Facendo base a Tavira è stato facile raggiungere le spiagge bianche di Ria Formosa. Noi abbiamo preferito spostarci in macchina fino alla collina sormontata dal villaggio di Cacela Velha e poi prendere la barchetta fino alla spiaggia antistante. Data la scarsa profondità dell’acqua, in molti hanno preferito risparmiare i 5 euro di biglietto andata-ritorno e avventurarsi camminando, ma la temperatura dell’oceano è decisamente proibitiva per chi, come me, è abituato a quella del mediterraneo.
I punti da cui accedere al parco di Ria Formosa sono molteplici lungo tutta la costa, ma questo ha un fascino davvero unico. La vista dall’alto dei pallidi isolotti che emergono a filo d’acqua, già vale il viaggio. La discesa fino alla riva, resa un po’ incerta dall’assenza di segnaletica e dall’abbondanza di vegetazione, svela poco a poco la conformazione della laguna, fin quando non si sale sul taxi-barchetta e la vista può liberarsi finalmente sull’intero piano dell’orizzonte.
Cacela Velha mi ha dato la stessa indecifrabile emozione delle lenzuola stese da mia nonna sotto il sole di giugno: sorretti e trattenuti unicamente da un filo, hanno un equilibrio volatile, cangiante; una bellezza metafisica che prende forza dalla luce e dal paesaggio circostante.
L’ovest: da Albufeira a Lagos e fino alla costa vicentina
La parola Algarve deriva dall’arabo al-Gharb tradotto: “l’ovest”. Non è un caso, quindi, se organizzando la nostra vacanza, il mio compagno ed io abbiamo immaginato esattamente un pellegrinaggio in tappe verso ovest, fino alla punta più estrema del Portogallo Meridionale. Salutando l’eleganza di Tavira e la calma serafica della laguna di Ria Formosa, ci siamo avventurati nelle terre più selvagge della costa occidentale.

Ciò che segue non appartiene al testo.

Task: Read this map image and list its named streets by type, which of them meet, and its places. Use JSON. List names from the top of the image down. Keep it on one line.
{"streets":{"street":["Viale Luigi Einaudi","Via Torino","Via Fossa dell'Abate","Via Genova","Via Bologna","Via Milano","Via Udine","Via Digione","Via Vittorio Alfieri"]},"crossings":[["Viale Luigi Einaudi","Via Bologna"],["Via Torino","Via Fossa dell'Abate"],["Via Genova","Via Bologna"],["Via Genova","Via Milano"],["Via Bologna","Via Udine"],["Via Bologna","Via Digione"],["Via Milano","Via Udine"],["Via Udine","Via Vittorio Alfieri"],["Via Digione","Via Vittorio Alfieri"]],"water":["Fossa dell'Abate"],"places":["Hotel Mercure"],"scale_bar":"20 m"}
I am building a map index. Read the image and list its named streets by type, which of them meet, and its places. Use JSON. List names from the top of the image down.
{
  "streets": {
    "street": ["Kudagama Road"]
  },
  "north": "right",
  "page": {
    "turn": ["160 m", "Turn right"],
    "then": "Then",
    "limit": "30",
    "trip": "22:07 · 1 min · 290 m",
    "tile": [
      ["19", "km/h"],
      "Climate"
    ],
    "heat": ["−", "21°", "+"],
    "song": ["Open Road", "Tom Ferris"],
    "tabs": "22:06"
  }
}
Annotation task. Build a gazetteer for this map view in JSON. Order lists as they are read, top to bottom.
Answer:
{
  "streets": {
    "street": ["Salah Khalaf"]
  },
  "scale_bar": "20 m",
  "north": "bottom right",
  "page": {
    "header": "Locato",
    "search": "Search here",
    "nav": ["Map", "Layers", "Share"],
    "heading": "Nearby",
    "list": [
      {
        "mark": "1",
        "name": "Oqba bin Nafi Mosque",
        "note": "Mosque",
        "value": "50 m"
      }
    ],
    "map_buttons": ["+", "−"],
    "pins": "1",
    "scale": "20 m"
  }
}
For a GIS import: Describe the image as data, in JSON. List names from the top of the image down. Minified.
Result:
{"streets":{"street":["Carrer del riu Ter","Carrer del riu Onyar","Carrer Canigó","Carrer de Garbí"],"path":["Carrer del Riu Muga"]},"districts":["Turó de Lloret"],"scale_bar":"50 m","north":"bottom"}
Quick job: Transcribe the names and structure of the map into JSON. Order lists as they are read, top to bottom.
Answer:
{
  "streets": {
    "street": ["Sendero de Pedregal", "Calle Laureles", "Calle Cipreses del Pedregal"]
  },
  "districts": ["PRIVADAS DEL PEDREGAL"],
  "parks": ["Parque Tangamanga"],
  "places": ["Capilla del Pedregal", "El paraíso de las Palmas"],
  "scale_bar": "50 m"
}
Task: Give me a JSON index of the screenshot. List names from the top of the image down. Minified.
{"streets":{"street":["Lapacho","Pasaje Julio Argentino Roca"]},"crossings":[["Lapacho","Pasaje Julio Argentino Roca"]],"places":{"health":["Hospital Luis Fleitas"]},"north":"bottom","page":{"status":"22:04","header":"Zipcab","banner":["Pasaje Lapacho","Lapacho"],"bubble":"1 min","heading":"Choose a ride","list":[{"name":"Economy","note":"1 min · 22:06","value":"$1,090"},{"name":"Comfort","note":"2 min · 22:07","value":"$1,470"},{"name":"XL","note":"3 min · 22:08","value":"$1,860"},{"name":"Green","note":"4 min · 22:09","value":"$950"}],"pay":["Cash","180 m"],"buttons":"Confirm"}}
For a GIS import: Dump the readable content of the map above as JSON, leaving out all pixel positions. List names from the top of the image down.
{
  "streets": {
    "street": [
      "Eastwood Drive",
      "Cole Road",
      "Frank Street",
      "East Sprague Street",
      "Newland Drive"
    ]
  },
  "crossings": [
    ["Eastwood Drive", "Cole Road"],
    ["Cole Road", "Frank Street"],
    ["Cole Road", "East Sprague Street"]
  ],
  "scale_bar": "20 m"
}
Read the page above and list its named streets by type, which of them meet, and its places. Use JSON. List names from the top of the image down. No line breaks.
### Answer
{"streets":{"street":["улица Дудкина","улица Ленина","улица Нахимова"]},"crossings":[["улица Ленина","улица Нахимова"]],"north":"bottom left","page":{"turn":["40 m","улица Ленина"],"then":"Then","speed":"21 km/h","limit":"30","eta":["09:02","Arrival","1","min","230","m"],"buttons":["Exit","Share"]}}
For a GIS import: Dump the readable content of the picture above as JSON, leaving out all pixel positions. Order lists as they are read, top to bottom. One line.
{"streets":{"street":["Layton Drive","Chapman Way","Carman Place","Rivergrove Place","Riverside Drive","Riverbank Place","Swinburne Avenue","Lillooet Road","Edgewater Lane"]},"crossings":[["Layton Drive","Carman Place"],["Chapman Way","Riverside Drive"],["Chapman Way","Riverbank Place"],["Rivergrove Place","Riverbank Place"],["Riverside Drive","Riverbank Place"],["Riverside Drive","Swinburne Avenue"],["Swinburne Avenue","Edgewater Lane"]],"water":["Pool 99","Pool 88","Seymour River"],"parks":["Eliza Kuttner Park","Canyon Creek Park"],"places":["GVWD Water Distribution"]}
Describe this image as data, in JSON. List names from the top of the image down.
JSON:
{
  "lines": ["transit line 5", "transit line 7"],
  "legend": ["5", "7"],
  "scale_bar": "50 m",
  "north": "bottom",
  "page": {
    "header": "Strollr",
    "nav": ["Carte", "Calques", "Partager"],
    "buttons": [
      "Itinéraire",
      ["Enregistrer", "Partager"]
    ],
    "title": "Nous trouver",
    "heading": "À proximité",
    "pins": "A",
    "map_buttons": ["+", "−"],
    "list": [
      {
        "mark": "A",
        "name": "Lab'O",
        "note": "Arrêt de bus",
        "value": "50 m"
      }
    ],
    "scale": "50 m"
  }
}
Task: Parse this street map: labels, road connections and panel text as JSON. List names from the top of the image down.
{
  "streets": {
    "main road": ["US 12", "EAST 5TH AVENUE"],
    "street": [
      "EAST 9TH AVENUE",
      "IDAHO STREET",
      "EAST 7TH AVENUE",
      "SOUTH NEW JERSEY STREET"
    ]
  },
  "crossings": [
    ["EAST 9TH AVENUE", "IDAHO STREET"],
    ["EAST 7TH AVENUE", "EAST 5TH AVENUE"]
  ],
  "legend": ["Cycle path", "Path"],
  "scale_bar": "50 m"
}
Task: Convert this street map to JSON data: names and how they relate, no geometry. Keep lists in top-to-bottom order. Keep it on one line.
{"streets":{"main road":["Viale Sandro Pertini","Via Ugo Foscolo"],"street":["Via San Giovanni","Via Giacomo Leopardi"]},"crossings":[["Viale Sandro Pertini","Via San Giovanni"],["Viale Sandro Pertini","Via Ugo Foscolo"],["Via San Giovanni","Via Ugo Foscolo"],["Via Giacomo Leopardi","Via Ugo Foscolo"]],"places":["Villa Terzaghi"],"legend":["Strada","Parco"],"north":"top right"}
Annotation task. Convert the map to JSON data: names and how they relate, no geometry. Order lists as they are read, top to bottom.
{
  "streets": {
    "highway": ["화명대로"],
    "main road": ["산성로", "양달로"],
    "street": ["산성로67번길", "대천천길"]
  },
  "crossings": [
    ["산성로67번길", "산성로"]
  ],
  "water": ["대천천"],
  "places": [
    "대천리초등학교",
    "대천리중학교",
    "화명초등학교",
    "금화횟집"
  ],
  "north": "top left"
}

In cinque giorni di ritmi abbastanza serrati (ma ci siamo dati del tempo anche per un po’ di sano bivacco), abbiamo costruito un itinerario emozionante, ricco di spiagge spettacolari, villaggi caratteristici e cittadine più modaiole. Procedendo in ordine, la prima fermata è stata Albufeira, una realtà così insolita nel panorama della regione che in fin dei conti mi ha divertita. Più che in Portogallo, infatti, abbiamo avuto l’impressione di camminare tra le strade di una Las Vegas in miniatura: insegne eccentriche sbucano da ogni dove, segnalando vistosamente ristoranti di cucine straniere o fantomatiche gelaterie italiane. Del vecchio villaggio di pescatori non è rimasto molto, se non il generale impianto urbano e l’eccezionale affaccio sulla spiaggia che, insieme a quello della vicina Carvoeiro, è uno dei più scenografici.
Con l’oceano sempre alla nostra sinistra, abbiamo guidato fino a Praia da Marinha (lasciando la macchina in un parcheggio a circa venti minuti di cammino dalla spiaggia vera e propria) e, con un po’ di arrampicata tra gli scogli, siamo arrivati fino all’attigua Praia da Mesquita.
Allontanarsi da paradisi terrestri come questi è possibile solo quando ci sono altri paradisi ancora da visitare! E solo così siamo riusciti a proseguire per Benagil, dove ci siamo imbarcati per un tour di un’ora alla scoperta delle bellezze nascoste della scogliera. La rinomata Algar (“grotta”) de Benagil è un’enorme cupola di roccia ocra, con un oculo centrale puntato verso il cielo, che ricorda una versione naturale del Pantheon di Roma ed è una meta obbligata – confermo meritatamente – di qualsiasi itinerario algarviano.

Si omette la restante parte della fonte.